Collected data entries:
....
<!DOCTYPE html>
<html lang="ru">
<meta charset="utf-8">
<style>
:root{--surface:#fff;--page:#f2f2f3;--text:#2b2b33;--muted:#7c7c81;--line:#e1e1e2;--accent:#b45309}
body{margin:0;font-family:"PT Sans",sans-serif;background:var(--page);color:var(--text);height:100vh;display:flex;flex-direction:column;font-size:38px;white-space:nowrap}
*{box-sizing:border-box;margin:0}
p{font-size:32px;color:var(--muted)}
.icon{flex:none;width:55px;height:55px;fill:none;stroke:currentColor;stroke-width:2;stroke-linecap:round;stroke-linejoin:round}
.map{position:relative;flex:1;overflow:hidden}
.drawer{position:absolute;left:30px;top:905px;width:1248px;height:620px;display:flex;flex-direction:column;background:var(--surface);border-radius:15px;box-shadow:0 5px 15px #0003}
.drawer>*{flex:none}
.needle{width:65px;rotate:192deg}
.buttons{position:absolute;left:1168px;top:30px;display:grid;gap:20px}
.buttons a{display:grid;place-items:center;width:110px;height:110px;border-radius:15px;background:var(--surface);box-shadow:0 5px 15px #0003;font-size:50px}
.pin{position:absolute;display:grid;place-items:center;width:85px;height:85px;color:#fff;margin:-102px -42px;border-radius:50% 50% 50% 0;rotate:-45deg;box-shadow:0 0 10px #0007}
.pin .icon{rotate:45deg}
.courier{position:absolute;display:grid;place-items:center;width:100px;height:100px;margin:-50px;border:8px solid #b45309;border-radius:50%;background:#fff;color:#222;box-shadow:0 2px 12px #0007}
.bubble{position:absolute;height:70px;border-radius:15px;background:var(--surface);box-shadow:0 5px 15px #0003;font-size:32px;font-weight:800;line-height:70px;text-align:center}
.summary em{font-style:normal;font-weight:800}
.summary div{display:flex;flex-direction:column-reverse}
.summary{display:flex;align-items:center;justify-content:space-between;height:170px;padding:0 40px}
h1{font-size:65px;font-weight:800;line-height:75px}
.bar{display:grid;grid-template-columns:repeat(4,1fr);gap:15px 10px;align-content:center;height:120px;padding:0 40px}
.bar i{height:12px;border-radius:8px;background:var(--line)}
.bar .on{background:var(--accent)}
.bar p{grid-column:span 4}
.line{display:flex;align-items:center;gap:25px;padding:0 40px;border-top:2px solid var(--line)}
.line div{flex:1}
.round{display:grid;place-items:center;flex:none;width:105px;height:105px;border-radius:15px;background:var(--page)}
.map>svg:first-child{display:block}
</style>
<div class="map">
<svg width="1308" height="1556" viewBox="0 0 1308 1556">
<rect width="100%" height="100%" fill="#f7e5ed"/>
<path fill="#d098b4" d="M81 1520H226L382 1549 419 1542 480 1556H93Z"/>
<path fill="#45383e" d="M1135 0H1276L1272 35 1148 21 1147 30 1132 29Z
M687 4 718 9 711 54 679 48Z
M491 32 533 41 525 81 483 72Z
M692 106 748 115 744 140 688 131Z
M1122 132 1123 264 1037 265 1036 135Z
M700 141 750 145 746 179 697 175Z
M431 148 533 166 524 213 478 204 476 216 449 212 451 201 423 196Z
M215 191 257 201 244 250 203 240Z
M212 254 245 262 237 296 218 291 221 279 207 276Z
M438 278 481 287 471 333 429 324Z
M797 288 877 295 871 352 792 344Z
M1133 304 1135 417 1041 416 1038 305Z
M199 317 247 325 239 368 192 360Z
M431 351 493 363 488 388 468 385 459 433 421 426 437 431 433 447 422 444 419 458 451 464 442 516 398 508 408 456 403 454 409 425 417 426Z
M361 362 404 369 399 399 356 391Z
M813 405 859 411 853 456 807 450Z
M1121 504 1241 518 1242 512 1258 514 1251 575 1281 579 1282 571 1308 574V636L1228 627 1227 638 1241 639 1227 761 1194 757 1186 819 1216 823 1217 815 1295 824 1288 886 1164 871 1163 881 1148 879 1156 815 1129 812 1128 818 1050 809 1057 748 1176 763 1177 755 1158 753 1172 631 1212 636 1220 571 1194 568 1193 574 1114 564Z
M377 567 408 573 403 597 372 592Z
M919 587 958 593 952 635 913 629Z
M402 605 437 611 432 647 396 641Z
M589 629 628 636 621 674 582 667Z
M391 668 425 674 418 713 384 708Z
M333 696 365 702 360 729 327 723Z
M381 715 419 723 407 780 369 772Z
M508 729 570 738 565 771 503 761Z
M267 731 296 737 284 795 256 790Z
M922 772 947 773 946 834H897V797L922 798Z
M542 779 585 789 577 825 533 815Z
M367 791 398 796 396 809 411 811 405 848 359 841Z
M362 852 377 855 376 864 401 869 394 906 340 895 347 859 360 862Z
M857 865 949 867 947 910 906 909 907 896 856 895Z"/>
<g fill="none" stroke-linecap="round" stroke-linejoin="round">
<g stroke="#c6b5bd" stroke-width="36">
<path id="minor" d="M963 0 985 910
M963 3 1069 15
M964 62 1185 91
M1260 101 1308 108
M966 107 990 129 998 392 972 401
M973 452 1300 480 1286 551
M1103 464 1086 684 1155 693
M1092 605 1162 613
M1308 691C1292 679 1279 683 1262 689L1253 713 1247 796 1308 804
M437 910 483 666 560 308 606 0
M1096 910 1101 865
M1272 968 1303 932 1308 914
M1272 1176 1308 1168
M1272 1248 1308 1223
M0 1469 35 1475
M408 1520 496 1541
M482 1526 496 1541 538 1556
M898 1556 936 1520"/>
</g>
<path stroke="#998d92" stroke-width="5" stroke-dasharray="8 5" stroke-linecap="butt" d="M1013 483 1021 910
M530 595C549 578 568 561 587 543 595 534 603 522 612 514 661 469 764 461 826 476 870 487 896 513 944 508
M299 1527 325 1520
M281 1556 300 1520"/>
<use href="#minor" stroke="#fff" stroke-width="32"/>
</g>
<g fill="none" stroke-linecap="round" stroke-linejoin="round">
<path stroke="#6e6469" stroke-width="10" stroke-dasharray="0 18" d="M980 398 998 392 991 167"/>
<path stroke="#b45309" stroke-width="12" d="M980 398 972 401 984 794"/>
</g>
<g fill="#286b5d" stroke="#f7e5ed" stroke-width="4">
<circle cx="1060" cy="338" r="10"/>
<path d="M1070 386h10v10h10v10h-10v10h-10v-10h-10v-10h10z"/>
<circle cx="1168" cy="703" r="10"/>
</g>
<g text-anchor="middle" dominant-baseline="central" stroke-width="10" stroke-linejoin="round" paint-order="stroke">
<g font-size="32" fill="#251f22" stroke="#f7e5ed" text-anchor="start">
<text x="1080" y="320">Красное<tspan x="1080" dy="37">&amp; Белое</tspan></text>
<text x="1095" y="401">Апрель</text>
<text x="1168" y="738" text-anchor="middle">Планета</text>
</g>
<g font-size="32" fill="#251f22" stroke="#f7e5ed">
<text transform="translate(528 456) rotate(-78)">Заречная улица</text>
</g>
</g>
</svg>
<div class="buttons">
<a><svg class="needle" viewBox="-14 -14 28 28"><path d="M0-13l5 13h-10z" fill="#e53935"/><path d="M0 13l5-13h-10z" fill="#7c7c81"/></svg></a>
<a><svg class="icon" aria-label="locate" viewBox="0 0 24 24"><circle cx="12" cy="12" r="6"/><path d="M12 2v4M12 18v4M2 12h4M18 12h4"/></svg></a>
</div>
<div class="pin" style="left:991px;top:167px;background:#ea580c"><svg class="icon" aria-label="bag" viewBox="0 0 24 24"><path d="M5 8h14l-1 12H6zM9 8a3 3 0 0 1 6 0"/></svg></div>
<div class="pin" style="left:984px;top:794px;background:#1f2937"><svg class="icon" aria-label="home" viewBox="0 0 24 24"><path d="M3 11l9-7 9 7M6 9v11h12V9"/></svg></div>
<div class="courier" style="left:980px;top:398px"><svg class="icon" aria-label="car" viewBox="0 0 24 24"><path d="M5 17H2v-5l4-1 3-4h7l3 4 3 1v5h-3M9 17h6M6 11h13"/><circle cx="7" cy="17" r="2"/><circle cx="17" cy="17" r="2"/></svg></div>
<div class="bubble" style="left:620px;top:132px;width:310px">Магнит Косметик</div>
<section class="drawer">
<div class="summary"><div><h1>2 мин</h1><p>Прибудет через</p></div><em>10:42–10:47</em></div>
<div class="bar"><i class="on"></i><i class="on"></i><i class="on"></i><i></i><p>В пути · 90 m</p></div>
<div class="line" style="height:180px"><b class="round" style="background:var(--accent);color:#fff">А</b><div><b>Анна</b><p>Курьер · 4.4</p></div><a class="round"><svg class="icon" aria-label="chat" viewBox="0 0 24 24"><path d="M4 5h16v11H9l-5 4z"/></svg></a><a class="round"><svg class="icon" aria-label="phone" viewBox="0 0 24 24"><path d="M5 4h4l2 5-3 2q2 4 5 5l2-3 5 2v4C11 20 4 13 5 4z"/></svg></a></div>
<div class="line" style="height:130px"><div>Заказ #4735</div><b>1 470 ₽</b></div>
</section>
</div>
....
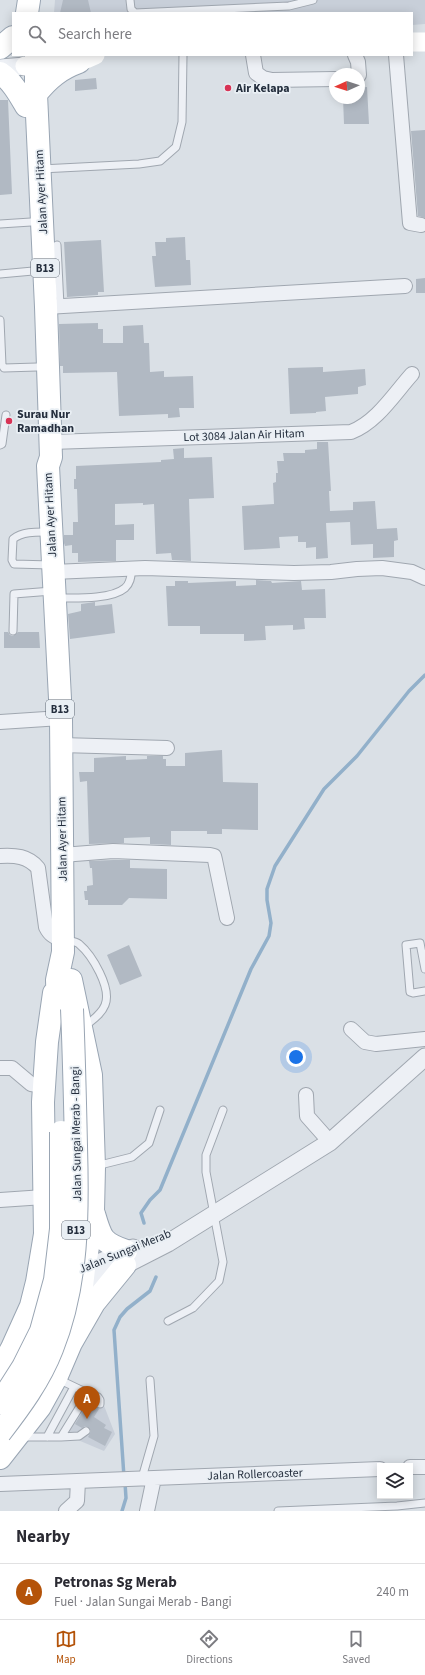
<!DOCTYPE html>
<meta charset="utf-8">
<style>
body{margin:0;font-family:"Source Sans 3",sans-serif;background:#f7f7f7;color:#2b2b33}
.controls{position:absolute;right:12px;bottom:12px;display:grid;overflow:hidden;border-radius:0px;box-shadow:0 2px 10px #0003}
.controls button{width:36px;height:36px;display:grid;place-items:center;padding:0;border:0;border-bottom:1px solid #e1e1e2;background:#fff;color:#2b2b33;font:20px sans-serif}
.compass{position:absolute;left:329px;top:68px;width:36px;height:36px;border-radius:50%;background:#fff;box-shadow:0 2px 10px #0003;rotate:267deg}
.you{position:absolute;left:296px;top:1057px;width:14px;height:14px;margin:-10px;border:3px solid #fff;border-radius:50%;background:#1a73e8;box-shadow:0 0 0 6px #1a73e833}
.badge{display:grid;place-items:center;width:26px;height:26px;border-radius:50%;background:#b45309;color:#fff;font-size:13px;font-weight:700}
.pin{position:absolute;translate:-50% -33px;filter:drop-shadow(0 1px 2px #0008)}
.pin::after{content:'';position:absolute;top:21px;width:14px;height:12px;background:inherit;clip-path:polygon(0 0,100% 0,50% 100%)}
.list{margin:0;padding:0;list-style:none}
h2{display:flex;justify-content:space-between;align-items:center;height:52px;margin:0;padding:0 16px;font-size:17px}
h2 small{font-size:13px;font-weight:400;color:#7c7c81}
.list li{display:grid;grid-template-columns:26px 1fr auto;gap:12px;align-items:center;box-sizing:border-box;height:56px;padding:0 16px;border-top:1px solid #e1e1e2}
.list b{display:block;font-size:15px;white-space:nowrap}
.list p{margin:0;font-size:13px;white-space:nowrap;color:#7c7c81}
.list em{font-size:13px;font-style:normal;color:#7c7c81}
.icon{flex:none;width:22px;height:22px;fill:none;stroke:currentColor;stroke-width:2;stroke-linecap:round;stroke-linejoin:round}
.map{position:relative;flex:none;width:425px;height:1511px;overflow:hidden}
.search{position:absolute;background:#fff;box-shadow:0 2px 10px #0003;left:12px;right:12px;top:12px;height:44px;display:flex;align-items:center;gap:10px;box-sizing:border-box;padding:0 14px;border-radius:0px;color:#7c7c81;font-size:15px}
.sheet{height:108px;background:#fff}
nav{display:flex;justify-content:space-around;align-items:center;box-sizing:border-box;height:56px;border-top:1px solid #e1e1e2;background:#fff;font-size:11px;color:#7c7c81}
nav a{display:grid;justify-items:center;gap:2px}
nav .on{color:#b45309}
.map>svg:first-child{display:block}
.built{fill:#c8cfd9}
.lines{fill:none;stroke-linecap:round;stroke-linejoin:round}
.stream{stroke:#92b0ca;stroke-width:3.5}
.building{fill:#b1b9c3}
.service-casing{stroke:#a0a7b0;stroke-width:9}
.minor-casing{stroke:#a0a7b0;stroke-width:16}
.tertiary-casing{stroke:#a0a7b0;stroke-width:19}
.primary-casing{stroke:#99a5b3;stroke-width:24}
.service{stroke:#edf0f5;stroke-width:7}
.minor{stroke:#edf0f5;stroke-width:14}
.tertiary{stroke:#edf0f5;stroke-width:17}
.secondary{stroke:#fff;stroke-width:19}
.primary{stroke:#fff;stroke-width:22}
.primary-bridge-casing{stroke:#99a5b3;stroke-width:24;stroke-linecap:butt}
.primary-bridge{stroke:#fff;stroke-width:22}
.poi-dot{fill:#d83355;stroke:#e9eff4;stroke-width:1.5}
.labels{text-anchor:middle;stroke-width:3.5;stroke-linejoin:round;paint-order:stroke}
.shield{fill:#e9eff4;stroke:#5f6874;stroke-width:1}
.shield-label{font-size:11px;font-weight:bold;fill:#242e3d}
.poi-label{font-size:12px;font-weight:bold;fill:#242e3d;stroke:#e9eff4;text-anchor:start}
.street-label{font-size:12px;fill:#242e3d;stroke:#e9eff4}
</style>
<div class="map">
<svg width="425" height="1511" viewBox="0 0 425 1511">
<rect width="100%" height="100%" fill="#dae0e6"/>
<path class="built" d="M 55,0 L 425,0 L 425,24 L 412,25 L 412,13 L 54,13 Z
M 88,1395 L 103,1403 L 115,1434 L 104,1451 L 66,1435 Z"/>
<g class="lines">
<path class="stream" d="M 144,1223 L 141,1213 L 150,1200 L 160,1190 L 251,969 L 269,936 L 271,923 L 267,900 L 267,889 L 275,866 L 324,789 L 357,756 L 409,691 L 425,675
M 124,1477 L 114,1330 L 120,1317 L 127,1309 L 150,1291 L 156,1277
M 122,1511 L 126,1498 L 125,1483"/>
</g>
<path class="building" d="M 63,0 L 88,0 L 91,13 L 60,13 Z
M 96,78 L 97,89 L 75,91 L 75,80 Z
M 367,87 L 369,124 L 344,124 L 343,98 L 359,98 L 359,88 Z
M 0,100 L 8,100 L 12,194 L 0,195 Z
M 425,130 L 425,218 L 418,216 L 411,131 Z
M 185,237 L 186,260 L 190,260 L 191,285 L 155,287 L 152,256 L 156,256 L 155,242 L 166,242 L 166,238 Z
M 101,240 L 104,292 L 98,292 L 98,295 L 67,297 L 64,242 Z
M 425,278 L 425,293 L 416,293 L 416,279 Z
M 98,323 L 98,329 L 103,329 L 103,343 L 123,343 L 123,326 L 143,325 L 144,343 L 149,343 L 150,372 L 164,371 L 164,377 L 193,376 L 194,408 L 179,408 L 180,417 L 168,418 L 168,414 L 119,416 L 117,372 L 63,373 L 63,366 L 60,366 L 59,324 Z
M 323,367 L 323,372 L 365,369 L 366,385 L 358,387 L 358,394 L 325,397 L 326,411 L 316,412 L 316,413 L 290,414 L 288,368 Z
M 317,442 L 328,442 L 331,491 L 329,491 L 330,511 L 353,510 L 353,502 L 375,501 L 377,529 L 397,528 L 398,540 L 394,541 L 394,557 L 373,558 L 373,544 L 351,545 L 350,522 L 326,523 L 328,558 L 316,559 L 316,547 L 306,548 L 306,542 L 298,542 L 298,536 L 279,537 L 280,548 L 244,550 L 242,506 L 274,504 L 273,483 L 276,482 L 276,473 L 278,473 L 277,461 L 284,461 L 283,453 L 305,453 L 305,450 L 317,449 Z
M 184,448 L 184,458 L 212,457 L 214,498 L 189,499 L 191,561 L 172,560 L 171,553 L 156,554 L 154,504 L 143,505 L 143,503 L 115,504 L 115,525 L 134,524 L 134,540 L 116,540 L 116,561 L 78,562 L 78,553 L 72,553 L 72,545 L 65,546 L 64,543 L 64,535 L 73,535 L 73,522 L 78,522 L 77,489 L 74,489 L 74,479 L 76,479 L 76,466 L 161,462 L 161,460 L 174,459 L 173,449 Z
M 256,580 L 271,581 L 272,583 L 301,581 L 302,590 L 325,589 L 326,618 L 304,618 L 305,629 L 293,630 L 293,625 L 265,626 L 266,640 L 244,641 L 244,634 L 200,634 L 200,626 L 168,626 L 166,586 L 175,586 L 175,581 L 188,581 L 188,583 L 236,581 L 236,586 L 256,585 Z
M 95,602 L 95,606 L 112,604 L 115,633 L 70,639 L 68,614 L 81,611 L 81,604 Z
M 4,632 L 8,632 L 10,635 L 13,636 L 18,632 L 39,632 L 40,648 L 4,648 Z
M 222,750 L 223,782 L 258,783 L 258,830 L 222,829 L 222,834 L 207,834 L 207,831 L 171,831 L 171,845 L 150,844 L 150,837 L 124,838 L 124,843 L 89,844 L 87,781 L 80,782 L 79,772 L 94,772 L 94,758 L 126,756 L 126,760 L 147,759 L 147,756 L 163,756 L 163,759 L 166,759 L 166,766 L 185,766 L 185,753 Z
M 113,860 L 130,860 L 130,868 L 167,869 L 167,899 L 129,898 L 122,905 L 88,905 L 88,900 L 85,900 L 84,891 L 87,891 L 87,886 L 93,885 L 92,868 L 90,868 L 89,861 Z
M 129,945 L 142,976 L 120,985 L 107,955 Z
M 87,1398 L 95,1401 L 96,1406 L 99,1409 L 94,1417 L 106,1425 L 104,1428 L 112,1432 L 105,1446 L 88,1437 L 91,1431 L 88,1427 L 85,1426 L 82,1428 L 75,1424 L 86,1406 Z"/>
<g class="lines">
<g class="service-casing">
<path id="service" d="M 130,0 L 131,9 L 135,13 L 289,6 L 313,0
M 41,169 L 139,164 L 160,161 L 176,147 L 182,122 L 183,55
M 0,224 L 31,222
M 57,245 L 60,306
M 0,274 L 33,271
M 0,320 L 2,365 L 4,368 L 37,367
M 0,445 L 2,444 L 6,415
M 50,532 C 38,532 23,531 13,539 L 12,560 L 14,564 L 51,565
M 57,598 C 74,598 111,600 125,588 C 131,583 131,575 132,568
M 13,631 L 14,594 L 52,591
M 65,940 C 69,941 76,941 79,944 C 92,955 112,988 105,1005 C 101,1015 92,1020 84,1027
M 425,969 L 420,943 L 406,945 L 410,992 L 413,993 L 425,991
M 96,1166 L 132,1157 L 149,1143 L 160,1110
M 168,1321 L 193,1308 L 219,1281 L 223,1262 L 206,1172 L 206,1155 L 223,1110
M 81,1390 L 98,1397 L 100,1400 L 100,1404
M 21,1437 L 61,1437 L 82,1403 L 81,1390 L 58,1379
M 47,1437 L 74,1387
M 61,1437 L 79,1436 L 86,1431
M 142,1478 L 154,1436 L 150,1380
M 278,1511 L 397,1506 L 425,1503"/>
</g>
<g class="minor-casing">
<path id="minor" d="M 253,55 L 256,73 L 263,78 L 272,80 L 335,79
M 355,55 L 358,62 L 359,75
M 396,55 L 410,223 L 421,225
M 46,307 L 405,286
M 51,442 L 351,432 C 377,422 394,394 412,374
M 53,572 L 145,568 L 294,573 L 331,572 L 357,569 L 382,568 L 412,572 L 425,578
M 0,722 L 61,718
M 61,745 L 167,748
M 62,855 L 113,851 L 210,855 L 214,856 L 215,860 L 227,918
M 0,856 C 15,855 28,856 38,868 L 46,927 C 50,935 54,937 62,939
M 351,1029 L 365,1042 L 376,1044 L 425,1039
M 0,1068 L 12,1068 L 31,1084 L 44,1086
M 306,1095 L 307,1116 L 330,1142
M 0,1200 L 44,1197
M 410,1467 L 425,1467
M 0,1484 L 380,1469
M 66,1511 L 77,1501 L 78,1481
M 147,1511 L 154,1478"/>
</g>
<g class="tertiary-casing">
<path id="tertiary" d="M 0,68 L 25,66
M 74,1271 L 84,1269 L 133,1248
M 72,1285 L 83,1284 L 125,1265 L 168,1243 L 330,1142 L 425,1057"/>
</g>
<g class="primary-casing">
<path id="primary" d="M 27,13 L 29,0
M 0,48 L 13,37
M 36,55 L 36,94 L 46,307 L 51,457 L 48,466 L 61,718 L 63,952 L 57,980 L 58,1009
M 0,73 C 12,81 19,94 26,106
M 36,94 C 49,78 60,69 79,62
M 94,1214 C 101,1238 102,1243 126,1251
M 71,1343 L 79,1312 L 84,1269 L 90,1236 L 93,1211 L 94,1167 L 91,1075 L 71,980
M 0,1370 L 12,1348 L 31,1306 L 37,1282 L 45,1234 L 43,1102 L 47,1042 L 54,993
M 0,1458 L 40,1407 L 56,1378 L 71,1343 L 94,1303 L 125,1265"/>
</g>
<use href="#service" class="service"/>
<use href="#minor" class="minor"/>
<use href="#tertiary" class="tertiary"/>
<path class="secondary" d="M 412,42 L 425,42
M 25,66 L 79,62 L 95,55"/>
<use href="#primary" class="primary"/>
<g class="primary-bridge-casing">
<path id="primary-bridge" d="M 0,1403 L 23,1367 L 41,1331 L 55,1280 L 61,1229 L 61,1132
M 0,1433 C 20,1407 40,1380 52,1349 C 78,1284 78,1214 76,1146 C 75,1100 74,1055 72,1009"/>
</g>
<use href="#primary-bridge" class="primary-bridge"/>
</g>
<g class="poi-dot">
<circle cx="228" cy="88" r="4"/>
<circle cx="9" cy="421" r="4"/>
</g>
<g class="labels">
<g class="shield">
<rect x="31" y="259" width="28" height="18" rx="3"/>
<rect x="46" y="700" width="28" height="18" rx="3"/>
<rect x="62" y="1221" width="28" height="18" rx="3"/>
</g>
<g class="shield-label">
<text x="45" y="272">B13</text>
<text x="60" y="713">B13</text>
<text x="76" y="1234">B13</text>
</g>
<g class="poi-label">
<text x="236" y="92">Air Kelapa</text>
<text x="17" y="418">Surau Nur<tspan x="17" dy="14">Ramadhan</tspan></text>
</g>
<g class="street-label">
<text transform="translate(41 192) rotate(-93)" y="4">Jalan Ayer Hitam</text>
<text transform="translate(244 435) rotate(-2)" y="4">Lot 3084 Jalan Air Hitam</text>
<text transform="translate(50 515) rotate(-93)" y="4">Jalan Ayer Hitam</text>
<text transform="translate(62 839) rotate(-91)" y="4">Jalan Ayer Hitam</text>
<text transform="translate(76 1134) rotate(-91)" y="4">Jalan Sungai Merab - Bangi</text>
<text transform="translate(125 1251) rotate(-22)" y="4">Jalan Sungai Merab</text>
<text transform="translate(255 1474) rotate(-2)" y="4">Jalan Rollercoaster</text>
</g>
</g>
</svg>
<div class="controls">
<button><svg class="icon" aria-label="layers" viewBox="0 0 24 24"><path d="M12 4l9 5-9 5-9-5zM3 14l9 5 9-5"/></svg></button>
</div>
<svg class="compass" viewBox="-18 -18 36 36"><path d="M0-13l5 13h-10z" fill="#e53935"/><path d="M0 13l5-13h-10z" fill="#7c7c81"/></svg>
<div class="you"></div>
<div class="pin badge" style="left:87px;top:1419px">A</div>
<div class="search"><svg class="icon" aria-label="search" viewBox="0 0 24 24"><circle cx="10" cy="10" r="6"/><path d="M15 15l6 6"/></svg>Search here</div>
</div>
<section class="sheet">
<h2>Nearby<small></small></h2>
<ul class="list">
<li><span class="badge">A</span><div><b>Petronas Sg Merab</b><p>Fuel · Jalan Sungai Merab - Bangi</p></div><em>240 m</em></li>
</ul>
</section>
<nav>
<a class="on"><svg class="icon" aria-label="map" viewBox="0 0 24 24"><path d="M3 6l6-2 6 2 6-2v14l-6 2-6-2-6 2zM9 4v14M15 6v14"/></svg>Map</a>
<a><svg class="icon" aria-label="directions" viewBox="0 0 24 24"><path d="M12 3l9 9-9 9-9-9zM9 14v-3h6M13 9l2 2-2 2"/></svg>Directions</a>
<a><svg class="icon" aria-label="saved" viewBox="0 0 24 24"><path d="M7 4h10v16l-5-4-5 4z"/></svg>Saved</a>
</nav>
....
INSTRUCTIONS TO FOLLOW: Based on the records above, how many lines hold the string "buttons"? Answer with the number by itself.

RESPONSE TO THE EXERCISE: 3